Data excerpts

-=-=-=-=-

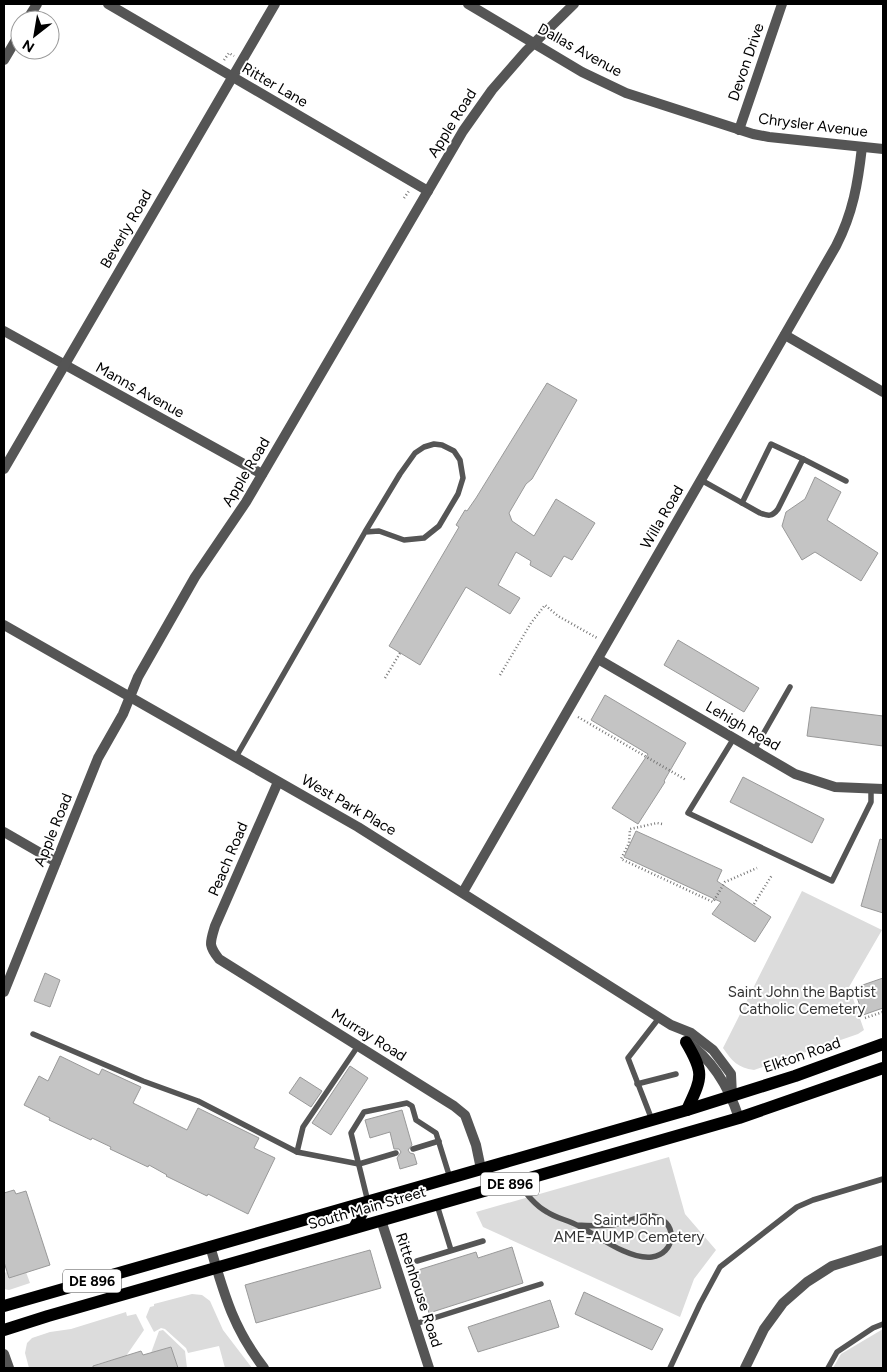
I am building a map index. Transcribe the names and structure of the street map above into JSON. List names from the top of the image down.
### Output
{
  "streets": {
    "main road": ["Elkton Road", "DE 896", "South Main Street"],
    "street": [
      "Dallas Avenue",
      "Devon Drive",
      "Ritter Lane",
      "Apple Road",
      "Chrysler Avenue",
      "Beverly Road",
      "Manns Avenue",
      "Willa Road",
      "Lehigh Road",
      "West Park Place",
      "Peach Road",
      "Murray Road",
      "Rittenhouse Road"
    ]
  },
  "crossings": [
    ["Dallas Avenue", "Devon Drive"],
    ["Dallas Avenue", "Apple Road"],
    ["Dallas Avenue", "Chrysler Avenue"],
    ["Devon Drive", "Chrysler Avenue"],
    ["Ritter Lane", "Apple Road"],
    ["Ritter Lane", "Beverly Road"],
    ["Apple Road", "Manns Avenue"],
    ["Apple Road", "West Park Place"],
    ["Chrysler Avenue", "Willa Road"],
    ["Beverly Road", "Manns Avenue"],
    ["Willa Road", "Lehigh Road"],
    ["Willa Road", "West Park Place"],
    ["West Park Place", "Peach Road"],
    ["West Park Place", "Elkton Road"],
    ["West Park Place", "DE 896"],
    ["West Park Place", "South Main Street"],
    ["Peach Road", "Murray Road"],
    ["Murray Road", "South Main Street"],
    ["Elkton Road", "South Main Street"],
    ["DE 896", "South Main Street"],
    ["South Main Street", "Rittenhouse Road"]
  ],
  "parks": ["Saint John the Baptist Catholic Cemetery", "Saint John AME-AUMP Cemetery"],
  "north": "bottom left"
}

-=-=-=-=-

- AIM OF THE TASK
Return every line above word for word, minus images.

- FINISHED EXERCISE
I am building a map index. Transcribe the names and structure of the street map above into JSON. List names from the top of the image down.
### Output
{
  "streets": {
    "main road": ["Elkton Road", "DE 896", "South Main Street"],
    "street": [
      "Dallas Avenue",
      "Devon Drive",
      "Ritter Lane",
      "Apple Road",
      "Chrysler Avenue",
      "Beverly Road",
      "Manns Avenue",
      "Willa Road",
      "Lehigh Road",
      "West Park Place",
      "Peach Road",
      "Murray Road",
      "Rittenhouse Road"
    ]
  },
  "crossings": [
    ["Dallas Avenue", "Devon Drive"],
    ["Dallas Avenue", "Apple Road"],
    ["Dallas Avenue", "Chrysler Avenue"],
    ["Devon Drive", "Chrysler Avenue"],
    ["Ritter Lane", "Apple Road"],
    ["Ritter Lane", "Beverly Road"],
    ["Apple Road", "Manns Avenue"],
    ["Apple Road", "West Park Place"],
    ["Chrysler Avenue", "Willa Road"],
    ["Beverly Road", "Manns Avenue"],
    ["Willa Road", "Lehigh Road"],
    ["Willa Road", "West Park Place"],
    ["West Park Place", "Peach Road"],
    ["West Park Place", "Elkton Road"],
    ["West Park Place", "DE 896"],
    ["West Park Place", "South Main Street"],
    ["Peach Road", "Murray Road"],
    ["Murray Road", "South Main Street"],
    ["Elkton Road", "South Main Street"],
    ["DE 896", "South Main Street"],
    ["South Main Street", "Rittenhouse Road"]
  ],
  "parks": ["Saint John the Baptist Catholic Cemetery", "Saint John AME-AUMP Cemetery"],
  "north": "bottom left"
}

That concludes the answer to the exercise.